I guess Nelson's designs sounding great is just the product of blind luck, not knowledge and wisdom (knowing what's important). I'm reminded of the old expression: Those who can, do; those who can't, teach.
It's a shame so many with superior listening skills don't share that gift with the world by applying it to designing products that would surely sound better than those of the tin-eared engineers who can't hear the sound of a fuse (in "either" direction), or a power cord, or whatever.
Speaking of cords, Roger Sanders in a white paper on his website explains why ESL loudspeakers benefit from a speaker cable designed in accordance with that speaker's electrical characteristics: good old capacitance, resistance, and inductance. Engineering----how boring.
I had a good friend and fellow band member in High School who majored in music when he started college (San Jose State). In his music theory class were a number of the guys we knew in bands around town, some pretty good musicians. They soon learned that being able to play an instrument in NO WAY helped them be able to grasp the intellectual complexities of music theory, much of it mathematical.

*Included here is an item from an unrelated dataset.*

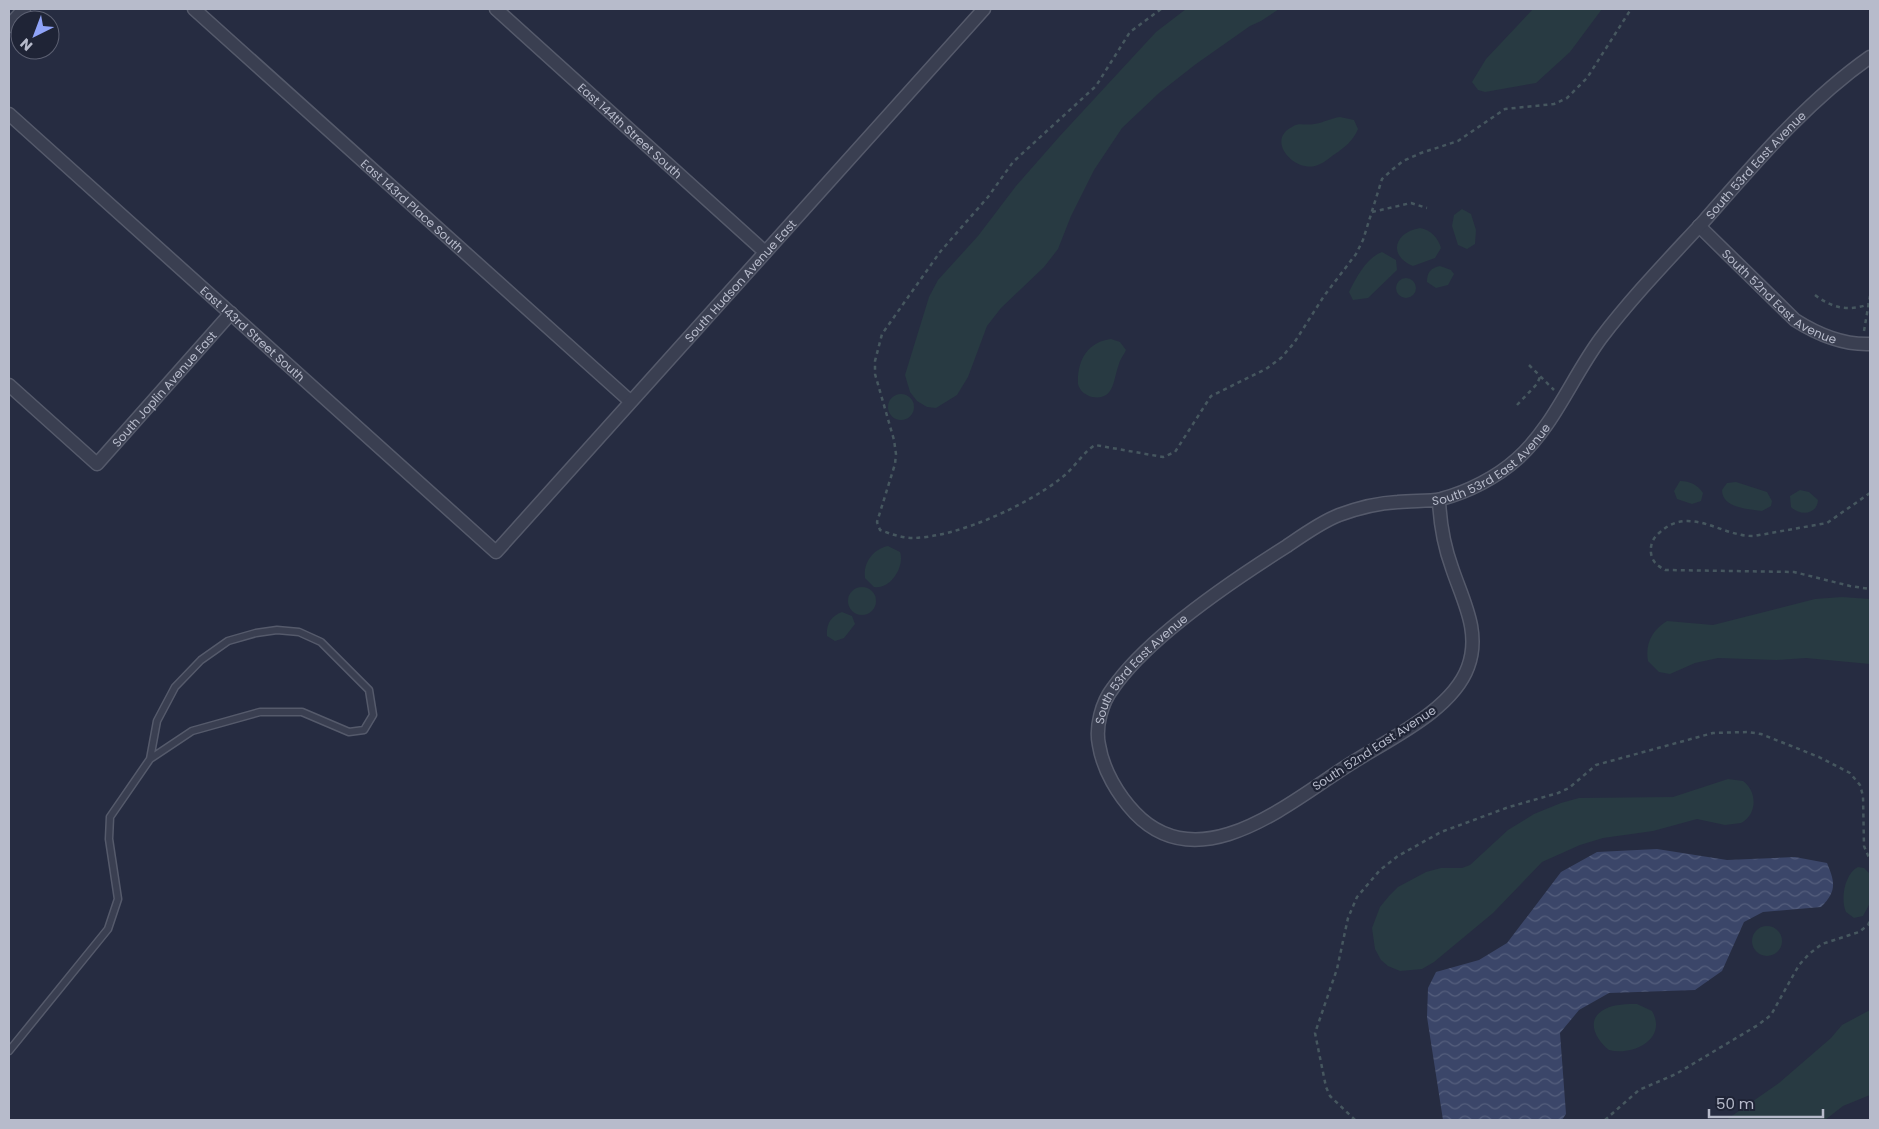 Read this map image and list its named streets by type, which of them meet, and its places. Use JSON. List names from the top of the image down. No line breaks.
{"streets":{"street":["East 144th Street South","South 53rd East Avenue","East 143rd Place South","South Hudson Avenue East","South 52nd East Avenue","East 143rd Street South","South Joplin Avenue East"]},"crossings":[["East 144th Street South","South Hudson Avenue East"],["South 53rd East Avenue","South 52nd East Avenue"],["East 143rd Place South","South Hudson Avenue East"],["South Hudson Avenue East","East 143rd Street South"],["East 143rd Street South","South Joplin Avenue East"]],"scale_bar":"50 m","north":"bottom left"}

Kent ended up doing the classwork for a number of them. He himself developed into a fantastic songwriter, but devoted most of the remainder of his life to studying JSB and recording the composer's keyboard works on his (Kent's) German piano.

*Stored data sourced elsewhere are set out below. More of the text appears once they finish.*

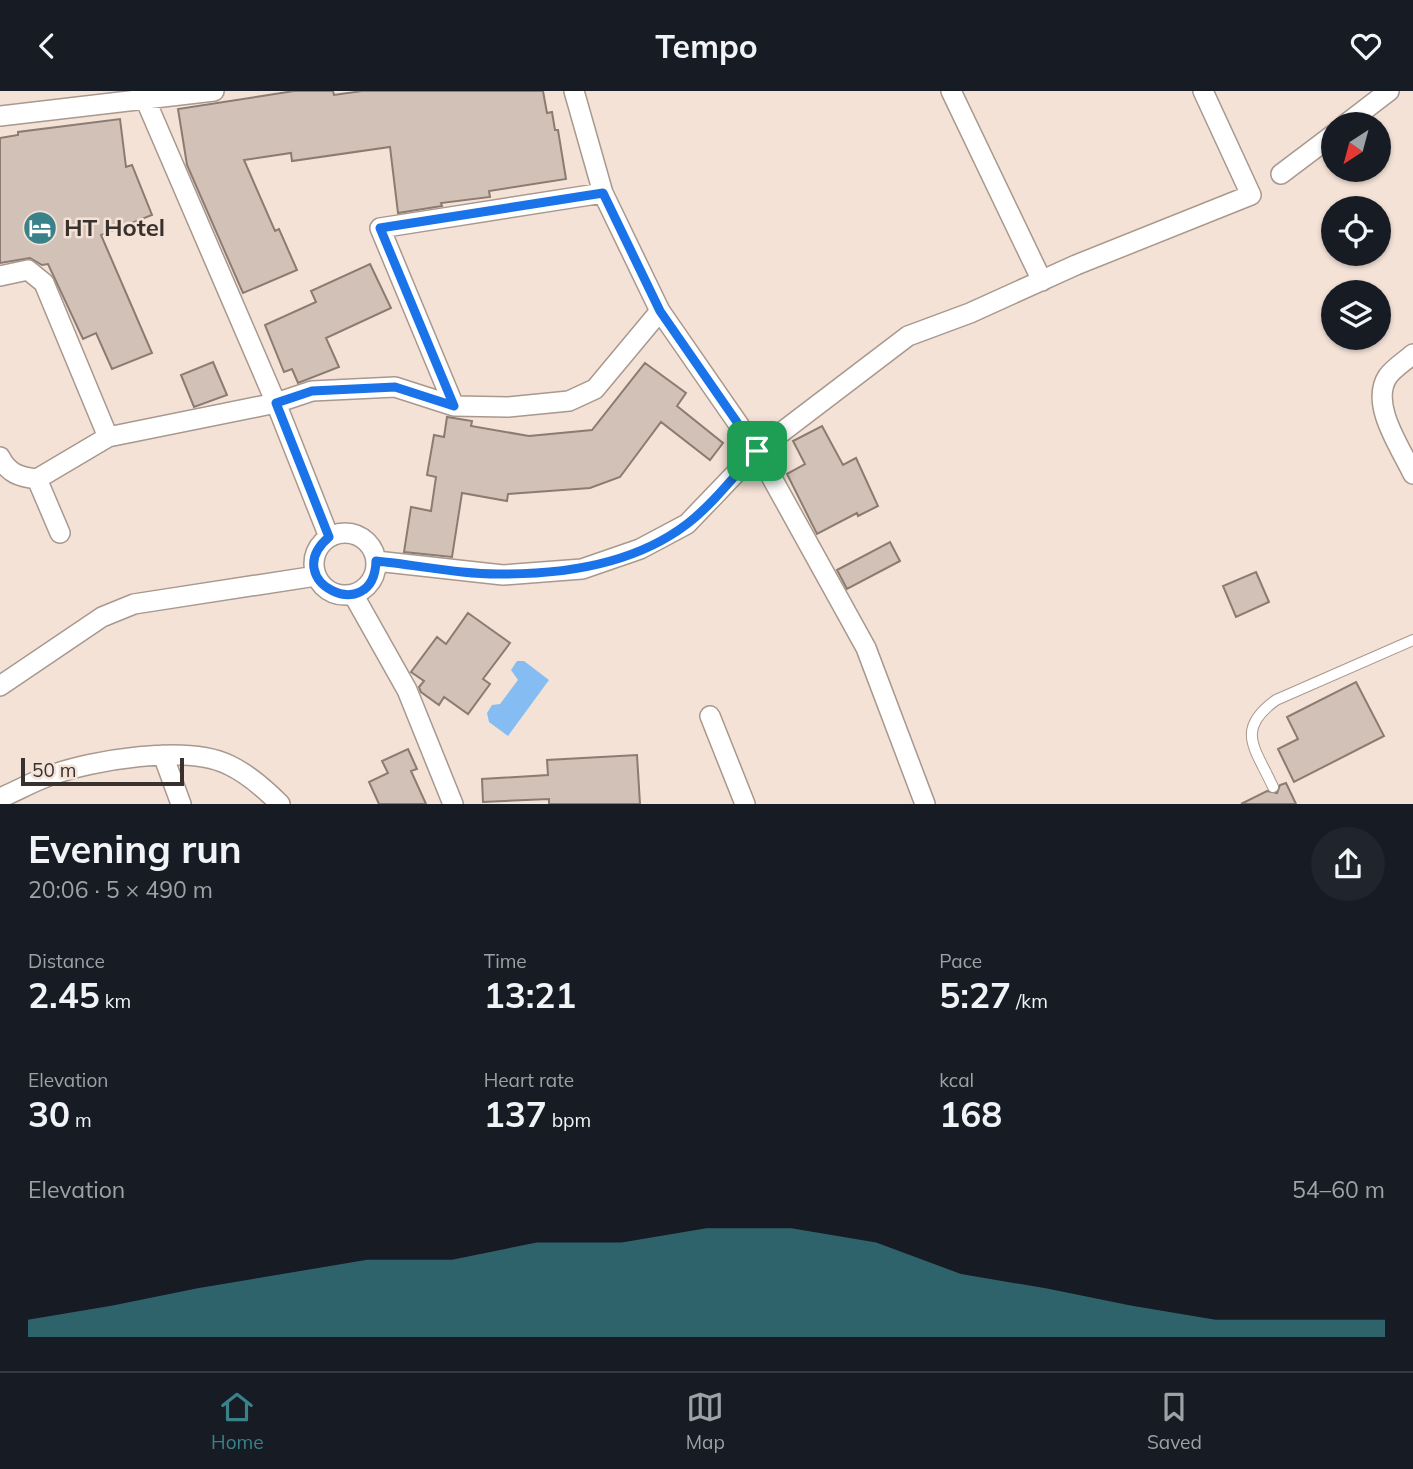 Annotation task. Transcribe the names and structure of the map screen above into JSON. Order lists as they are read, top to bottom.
{
  "places": {
    "hotel": ["HT Hotel"]
  },
  "scale_bar": "50 m",
  "north": "bottom left",
  "page": {
    "header": "Tempo",
    "scale": "50 m",
    "heading": ["Evening run", "20:06 · 5 × 490 m"],
    "stats": [
      ["Distance", "2.45 km"],
      ["Time", "13:21"],
      ["Pace", "5:27 /km"],
      ["Elevation", "30 m"],
      ["Heart rate", "137 bpm"],
      ["kcal", "168"]
    ],
    "chart": ["Elevation", "54–60 m"],
    "tabs": ["Home", "Map", "Saved"]
  }
}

Are the two above topics related? I think so. Electrical/electronic theory & design and music theory pose difficult intellectual challenges. Both require the ability to comprehend abstract concepts such as advanced mathematics (I was humbled when in my second advanced math class in college I realized I lacked the required intellectual ability). That's why it took the genius of J.S. Bach to compose the works he did, and the talents of Nelson Pass, Ralph Karsten, and Roger Modjeski to design their amplifiers. Oh, if only they had golden ears, they could have designed some REALLY good sounding stuff.